Collected data entries

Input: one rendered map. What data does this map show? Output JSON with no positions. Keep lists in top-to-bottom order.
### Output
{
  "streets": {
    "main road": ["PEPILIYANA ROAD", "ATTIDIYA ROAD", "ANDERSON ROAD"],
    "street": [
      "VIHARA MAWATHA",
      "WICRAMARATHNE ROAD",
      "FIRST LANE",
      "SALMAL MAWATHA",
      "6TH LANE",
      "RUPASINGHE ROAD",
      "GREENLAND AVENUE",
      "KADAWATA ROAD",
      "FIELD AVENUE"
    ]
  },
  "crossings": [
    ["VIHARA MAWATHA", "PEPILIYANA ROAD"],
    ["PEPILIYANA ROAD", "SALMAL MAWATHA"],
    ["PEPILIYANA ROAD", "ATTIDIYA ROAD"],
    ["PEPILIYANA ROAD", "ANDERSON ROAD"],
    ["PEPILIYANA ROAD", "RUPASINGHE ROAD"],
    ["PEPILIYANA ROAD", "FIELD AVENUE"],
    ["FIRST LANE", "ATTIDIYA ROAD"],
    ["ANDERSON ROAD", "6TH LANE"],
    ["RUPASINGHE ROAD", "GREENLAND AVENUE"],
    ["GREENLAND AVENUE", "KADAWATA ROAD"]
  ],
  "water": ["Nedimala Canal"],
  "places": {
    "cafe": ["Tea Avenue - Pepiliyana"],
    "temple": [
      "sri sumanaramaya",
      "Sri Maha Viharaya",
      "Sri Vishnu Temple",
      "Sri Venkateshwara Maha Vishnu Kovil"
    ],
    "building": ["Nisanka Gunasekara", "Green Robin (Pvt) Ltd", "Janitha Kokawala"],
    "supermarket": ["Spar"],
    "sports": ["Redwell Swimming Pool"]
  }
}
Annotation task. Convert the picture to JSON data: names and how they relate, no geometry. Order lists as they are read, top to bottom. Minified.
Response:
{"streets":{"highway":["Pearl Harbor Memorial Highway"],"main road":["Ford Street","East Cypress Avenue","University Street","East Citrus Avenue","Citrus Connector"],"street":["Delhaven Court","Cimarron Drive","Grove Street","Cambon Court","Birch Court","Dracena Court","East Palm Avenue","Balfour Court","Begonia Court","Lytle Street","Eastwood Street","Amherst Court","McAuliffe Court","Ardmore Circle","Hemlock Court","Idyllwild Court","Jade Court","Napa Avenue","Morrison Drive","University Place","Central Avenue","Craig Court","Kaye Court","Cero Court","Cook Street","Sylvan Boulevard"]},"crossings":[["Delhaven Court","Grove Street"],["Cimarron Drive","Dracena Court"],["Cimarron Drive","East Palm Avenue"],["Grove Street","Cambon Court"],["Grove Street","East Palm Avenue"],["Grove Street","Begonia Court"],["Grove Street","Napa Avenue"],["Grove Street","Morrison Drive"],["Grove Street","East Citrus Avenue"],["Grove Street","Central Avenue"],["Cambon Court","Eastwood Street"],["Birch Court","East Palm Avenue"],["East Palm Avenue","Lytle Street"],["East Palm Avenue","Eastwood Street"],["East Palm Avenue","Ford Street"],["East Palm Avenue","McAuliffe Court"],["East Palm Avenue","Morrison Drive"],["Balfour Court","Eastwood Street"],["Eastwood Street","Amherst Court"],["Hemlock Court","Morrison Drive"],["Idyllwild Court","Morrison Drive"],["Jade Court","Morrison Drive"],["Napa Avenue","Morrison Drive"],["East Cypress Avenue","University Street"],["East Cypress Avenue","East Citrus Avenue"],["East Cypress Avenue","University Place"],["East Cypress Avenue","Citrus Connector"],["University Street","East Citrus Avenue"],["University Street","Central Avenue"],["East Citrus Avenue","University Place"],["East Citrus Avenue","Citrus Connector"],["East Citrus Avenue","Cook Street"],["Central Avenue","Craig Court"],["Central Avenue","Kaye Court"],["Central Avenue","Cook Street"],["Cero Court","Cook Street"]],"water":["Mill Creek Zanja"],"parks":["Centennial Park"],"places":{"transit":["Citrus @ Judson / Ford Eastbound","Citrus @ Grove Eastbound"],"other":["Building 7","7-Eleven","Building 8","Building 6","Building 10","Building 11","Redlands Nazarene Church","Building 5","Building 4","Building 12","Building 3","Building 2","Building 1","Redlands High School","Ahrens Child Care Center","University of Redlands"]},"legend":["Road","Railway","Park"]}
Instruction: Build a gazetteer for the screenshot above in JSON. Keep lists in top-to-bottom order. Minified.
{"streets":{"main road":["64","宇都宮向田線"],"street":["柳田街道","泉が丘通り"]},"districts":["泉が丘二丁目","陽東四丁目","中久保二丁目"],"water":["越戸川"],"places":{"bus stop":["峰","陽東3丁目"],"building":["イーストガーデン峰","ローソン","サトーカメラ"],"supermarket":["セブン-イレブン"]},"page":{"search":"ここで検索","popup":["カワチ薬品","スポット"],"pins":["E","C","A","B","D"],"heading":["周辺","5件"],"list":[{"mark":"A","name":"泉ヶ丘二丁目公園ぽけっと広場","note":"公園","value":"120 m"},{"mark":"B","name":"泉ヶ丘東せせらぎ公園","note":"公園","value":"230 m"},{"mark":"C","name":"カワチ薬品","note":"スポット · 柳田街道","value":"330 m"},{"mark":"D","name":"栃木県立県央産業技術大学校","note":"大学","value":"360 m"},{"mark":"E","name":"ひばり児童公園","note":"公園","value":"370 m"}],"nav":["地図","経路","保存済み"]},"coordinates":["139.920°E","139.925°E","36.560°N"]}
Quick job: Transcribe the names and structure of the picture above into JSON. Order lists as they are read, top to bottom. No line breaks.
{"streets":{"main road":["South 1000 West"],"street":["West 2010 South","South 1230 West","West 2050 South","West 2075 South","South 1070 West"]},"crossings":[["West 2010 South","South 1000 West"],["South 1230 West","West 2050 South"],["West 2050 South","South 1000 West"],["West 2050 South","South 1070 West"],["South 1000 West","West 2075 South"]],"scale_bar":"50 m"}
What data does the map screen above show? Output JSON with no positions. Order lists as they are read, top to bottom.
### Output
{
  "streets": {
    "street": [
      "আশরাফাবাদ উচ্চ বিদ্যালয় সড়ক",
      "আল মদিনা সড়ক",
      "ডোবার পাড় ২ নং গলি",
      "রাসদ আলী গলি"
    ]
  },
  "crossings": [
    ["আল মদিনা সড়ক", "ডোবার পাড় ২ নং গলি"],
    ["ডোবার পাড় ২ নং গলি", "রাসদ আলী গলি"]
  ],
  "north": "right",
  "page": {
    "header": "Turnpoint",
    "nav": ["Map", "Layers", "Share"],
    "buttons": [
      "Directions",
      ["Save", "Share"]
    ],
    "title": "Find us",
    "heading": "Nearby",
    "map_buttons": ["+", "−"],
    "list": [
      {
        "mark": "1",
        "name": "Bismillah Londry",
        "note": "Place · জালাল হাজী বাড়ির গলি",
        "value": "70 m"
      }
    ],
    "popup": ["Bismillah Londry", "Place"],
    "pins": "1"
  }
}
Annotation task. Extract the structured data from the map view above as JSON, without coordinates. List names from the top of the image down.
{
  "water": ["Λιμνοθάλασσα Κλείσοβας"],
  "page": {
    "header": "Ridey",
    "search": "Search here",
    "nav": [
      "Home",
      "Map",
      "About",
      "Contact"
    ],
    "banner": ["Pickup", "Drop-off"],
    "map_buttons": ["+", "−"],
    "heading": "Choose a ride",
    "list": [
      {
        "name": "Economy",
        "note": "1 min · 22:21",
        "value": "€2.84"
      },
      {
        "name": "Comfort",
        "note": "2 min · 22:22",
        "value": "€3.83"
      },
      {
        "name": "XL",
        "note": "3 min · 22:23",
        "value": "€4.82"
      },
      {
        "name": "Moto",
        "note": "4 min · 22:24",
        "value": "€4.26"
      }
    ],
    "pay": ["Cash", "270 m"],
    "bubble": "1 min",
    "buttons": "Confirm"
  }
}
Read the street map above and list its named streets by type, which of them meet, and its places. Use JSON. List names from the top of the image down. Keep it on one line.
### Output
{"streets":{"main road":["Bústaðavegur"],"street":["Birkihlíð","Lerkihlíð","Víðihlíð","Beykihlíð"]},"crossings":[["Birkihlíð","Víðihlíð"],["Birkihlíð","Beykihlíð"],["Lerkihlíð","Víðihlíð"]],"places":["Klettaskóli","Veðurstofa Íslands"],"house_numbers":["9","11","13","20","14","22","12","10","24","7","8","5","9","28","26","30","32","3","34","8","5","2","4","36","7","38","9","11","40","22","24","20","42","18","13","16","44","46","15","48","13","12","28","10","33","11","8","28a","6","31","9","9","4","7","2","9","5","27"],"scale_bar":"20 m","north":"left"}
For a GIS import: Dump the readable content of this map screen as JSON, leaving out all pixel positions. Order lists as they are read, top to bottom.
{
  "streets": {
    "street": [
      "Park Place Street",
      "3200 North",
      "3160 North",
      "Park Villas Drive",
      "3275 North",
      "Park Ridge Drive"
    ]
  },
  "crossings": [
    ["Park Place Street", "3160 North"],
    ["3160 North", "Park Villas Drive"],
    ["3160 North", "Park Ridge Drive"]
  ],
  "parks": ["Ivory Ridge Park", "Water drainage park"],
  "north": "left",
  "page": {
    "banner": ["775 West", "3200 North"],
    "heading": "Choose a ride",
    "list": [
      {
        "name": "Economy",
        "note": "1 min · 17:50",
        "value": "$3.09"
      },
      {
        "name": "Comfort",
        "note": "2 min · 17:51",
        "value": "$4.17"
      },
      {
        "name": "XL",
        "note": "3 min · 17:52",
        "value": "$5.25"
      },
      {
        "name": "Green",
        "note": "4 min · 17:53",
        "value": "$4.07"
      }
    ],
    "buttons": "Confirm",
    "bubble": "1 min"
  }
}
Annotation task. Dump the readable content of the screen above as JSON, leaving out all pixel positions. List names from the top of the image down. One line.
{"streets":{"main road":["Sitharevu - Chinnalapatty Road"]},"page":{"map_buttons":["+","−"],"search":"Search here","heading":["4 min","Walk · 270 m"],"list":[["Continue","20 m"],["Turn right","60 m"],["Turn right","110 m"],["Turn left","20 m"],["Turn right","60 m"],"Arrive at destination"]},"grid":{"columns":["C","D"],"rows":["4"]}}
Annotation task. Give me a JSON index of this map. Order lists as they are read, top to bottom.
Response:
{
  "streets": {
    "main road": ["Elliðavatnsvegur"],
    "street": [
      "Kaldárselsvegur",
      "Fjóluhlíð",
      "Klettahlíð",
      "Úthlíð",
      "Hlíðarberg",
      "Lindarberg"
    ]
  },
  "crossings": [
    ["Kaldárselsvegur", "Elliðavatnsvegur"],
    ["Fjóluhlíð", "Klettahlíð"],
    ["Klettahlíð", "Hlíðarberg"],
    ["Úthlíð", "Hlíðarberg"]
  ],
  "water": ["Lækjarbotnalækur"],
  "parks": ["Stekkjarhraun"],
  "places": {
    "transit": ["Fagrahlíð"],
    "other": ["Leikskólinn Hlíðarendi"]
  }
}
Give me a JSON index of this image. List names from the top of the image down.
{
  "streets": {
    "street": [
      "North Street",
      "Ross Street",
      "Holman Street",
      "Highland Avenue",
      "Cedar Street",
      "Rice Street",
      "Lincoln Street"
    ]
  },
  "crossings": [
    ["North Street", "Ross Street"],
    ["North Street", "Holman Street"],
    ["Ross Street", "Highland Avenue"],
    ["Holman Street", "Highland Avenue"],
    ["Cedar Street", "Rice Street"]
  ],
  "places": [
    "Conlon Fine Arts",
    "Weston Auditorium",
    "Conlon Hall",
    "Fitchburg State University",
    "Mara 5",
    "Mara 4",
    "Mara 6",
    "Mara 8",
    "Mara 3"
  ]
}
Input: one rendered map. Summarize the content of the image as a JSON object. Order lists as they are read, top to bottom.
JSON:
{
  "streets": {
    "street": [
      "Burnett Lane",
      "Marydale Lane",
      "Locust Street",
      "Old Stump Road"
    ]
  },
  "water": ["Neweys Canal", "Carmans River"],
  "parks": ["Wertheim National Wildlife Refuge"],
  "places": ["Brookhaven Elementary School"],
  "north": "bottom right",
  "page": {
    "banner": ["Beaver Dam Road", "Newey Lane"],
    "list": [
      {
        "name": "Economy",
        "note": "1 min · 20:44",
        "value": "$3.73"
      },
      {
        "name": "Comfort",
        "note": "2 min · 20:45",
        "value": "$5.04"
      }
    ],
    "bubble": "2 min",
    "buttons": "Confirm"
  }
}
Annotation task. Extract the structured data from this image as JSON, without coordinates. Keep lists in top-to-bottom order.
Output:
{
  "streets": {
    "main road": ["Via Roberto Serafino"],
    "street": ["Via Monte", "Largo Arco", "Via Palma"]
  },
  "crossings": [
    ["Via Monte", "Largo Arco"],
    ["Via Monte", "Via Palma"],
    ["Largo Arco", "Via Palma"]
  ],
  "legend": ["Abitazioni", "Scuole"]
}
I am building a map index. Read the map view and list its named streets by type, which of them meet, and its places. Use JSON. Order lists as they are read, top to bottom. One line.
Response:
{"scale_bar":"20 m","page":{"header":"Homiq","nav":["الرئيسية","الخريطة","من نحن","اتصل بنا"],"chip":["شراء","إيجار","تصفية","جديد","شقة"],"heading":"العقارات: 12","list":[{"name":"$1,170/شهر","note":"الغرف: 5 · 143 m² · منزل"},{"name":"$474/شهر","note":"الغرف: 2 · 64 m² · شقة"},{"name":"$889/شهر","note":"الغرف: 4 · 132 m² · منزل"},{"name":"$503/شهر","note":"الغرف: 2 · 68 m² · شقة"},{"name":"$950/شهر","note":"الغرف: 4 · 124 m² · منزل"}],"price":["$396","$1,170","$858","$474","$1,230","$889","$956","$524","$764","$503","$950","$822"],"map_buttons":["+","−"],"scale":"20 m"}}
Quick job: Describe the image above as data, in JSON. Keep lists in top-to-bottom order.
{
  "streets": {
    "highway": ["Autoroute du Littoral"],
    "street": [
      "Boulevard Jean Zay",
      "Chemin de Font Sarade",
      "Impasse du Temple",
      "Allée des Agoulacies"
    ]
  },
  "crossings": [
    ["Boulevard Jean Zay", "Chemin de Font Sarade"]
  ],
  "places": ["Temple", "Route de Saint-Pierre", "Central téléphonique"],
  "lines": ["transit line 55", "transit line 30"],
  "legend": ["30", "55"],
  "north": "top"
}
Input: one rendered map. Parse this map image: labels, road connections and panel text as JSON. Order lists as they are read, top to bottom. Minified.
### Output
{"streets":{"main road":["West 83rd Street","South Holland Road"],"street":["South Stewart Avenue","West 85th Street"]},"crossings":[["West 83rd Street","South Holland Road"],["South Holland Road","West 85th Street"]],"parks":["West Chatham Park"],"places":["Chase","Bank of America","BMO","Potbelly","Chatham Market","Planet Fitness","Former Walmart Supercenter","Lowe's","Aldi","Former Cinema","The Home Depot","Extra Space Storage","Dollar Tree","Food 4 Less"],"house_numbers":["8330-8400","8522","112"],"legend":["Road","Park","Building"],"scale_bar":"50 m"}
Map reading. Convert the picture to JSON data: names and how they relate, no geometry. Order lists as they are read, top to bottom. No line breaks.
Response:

● **What needs to be done**: All lines above from the one containing "Input: one rendered map. Summarize" to the one containing "I am building" must be repeated exactly, both lines included, and no others.

● **Reply**:
Input: one rendered map. Summarize the content of the image as a JSON object. Order lists as they are read, top to bottom.
JSON:
{
  "streets": {
    "street": [
      "Burnett Lane",
      "Marydale Lane",
      "Locust Street",
      "Old Stump Road"
    ]
  },
  "water": ["Neweys Canal", "Carmans River"],
  "parks": ["Wertheim National Wildlife Refuge"],
  "places": ["Brookhaven Elementary School"],
  "north": "bottom right",
  "page": {
    "banner": ["Beaver Dam Road", "Newey Lane"],
    "list": [
      {
        "name": "Economy",
        "note": "1 min · 20:44",
        "value": "$3.73"
      },
      {
        "name": "Comfort",
        "note": "2 min · 20:45",
        "value": "$5.04"
      }
    ],
    "bubble": "2 min",
    "buttons": "Confirm"
  }
}
Annotation task. Extract the structured data from this image as JSON, without coordinates. Keep lists in top-to-bottom order.
Output:
{
  "streets": {
    "main road": ["Via Roberto Serafino"],
    "street": ["Via Monte", "Largo Arco", "Via Palma"]
  },
  "crossings": [
    ["Via Monte", "Largo Arco"],
    ["Via Monte", "Via Palma"],
    ["Largo Arco", "Via Palma"]
  ],
  "legend": ["Abitazioni", "Scuole"]
}
I am building a map index. Read the map view and list its named streets by type, which of them meet, and its places. Use JSON. Order lists as they are read, top to bottom. One line.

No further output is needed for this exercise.